EXERCISE DIRECTIONS:
Locate, in the data below, the line that contains "Annotate the street" and the line that contains "Find all labels, symbols"; reproduce exactly those two lines and every line between them, nothing more.

+++ DATA UNDER STUDY

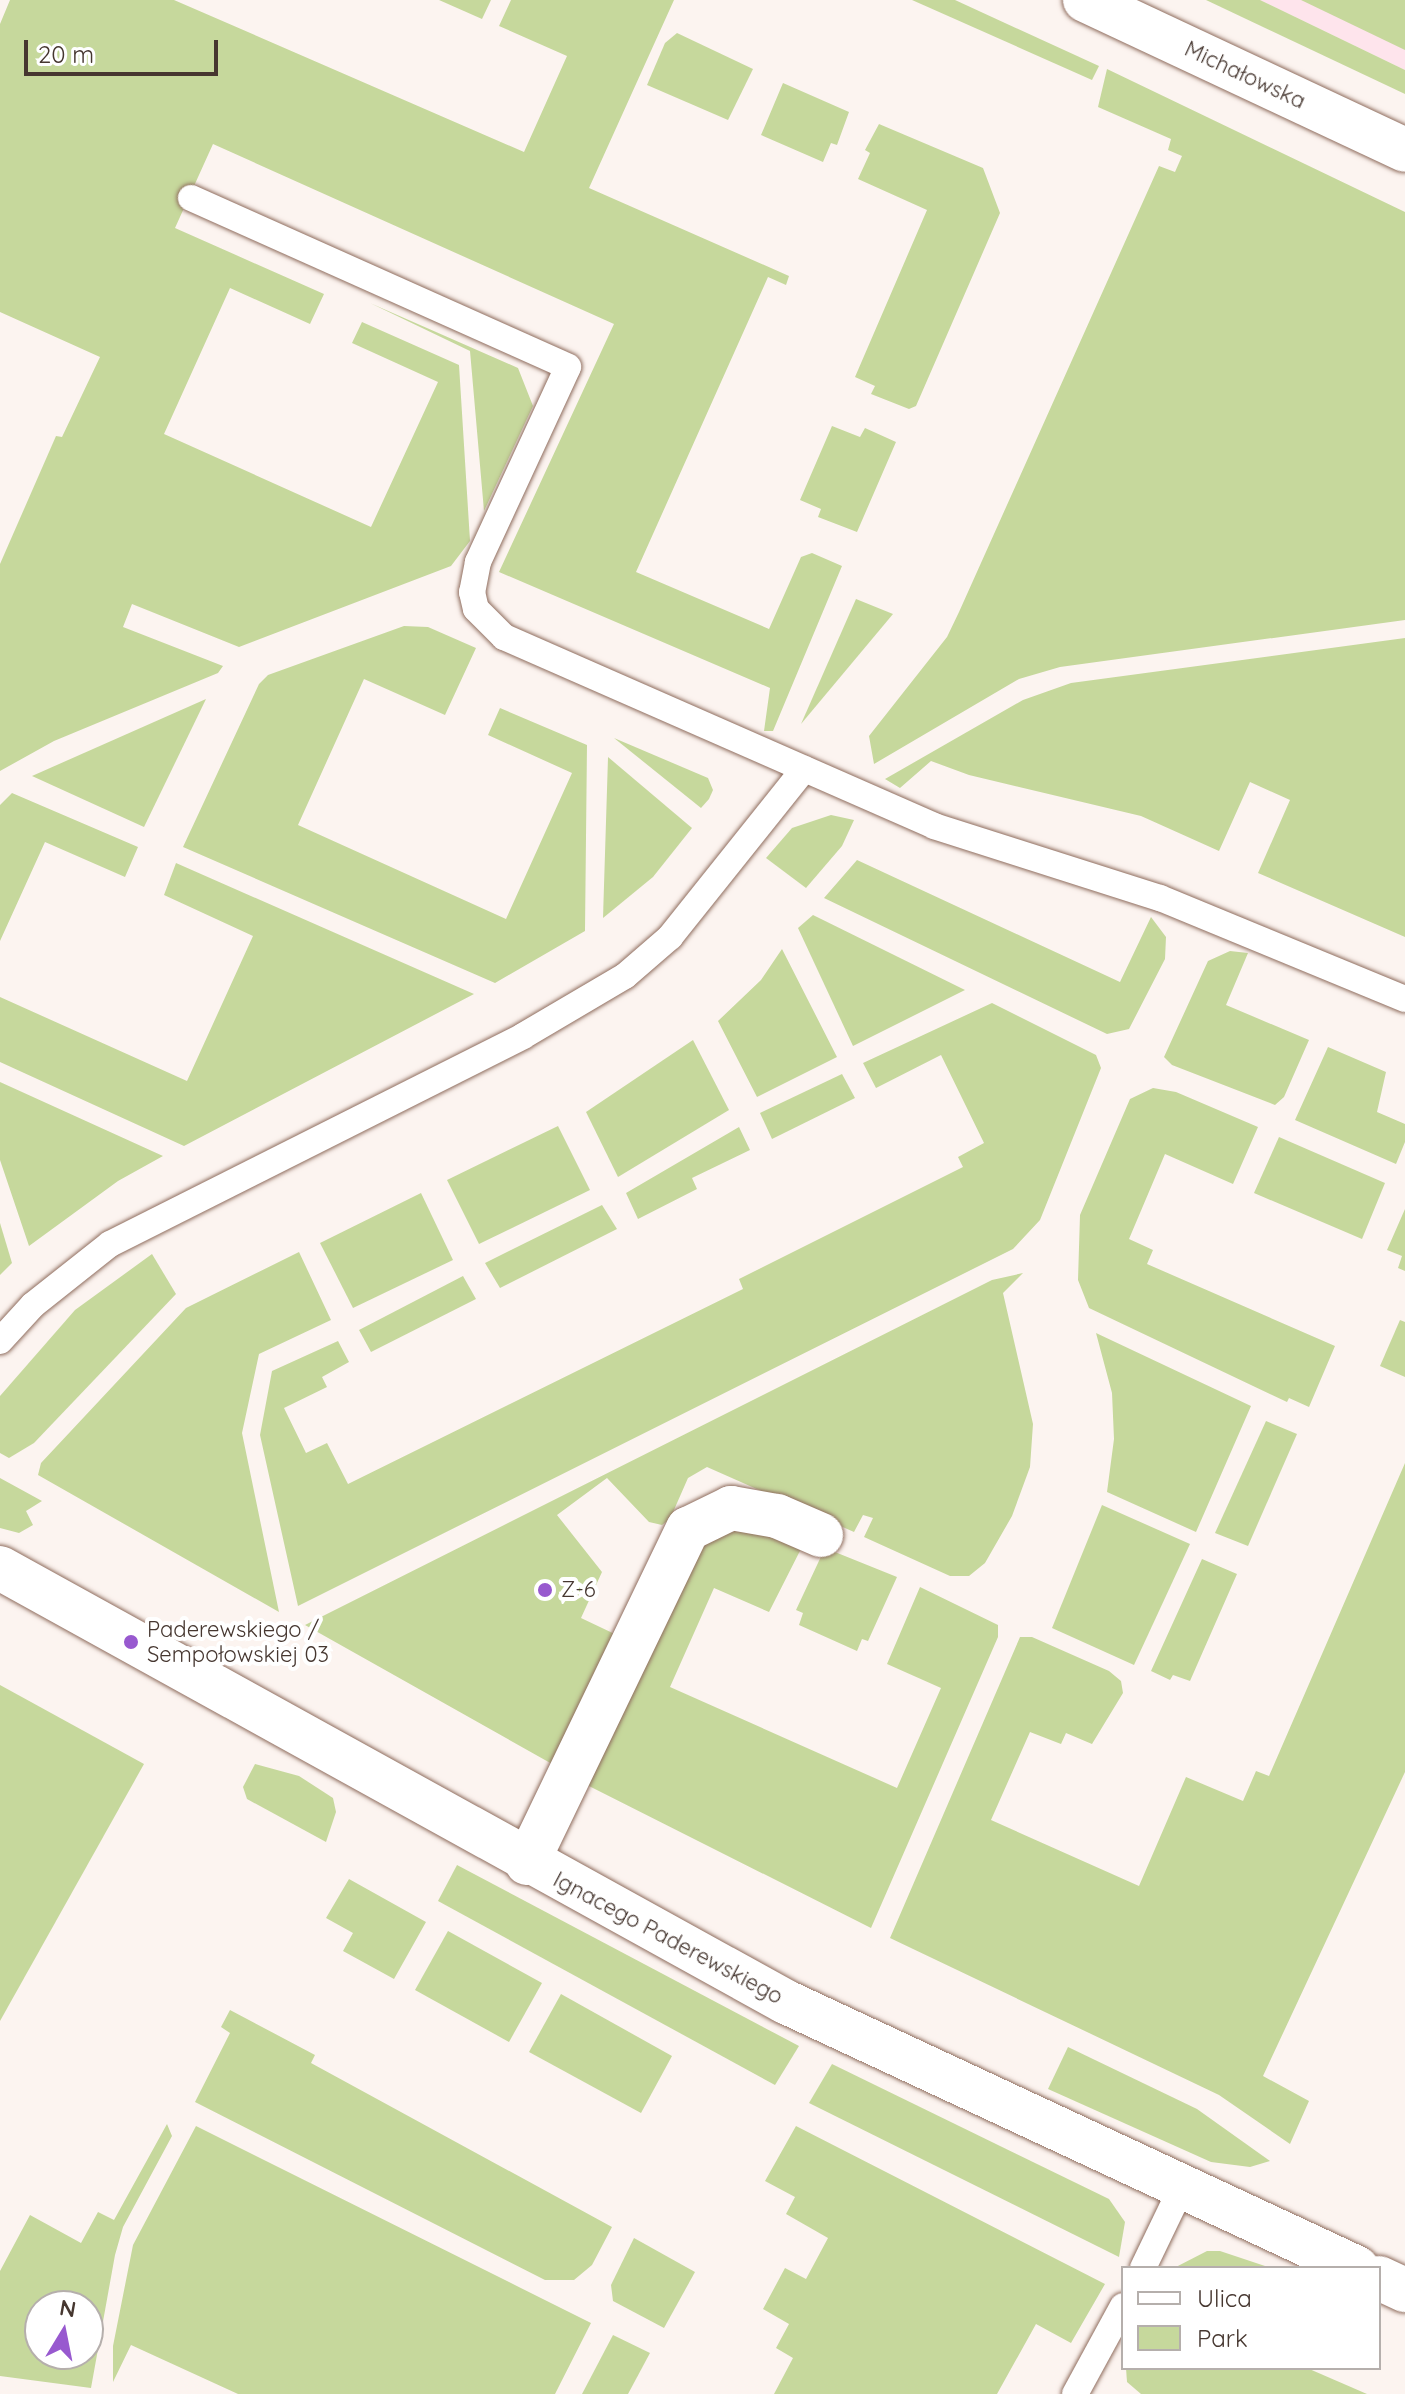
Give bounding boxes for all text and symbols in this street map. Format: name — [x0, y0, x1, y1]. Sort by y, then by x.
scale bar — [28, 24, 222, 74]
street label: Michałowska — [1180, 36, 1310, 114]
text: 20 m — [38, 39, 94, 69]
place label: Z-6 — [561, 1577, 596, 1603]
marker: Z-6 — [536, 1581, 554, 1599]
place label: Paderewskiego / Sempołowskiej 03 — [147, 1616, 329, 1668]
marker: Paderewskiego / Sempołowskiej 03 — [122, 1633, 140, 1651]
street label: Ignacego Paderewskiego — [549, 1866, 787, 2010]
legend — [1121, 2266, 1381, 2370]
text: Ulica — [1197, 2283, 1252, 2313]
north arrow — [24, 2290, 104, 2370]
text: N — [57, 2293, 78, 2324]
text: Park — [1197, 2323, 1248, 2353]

++++++
+++ DATA UNDER STUDY

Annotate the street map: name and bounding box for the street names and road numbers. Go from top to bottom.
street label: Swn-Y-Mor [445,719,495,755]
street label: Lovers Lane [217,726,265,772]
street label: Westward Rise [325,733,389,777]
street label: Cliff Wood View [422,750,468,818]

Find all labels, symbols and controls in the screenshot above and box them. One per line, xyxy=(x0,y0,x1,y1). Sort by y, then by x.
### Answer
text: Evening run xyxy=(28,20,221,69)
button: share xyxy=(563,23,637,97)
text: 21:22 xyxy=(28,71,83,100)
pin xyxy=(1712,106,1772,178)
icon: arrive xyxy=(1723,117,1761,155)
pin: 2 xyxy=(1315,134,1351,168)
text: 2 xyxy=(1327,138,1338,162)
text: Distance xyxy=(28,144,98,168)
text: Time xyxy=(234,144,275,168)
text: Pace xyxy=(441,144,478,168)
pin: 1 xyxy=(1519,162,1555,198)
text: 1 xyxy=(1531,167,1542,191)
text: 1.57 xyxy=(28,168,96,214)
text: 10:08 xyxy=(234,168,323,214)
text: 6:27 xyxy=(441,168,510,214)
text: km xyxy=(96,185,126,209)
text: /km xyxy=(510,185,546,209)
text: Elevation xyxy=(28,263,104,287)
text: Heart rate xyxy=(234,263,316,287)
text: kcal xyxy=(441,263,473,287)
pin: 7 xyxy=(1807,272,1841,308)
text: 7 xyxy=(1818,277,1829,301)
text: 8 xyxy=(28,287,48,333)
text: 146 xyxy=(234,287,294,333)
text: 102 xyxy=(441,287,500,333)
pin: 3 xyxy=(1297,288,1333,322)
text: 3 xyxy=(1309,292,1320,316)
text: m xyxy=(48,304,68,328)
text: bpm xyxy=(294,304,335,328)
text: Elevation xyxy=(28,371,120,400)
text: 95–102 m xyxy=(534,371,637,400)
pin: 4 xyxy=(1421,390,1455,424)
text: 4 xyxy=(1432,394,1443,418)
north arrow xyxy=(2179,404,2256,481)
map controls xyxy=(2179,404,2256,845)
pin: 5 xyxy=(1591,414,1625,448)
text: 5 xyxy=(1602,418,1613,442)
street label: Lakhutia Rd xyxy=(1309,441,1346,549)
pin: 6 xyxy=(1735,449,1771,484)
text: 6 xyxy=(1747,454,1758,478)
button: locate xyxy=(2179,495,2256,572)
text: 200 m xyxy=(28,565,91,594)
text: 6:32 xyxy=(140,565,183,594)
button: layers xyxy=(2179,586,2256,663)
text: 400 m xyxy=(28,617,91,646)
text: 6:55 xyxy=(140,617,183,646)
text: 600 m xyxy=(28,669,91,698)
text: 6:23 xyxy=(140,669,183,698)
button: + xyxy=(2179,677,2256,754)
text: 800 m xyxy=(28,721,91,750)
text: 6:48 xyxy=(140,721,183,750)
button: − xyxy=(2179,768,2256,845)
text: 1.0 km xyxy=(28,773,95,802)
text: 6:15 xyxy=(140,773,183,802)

++++++

RESULT FOR THIS EXERCISE:
Annotate the street map: name and bounding box for the street names and road numbers. Go from top to bottom.
street label: Swn-Y-Mor [445,719,495,755]
street label: Lovers Lane [217,726,265,772]
street label: Westward Rise [325,733,389,777]
street label: Cliff Wood View [422,750,468,818]

Find all labels, symbols and controls in the screenshot above and box them. One per line, xyxy=(x0,y0,x1,y1). Sort by y, then by x.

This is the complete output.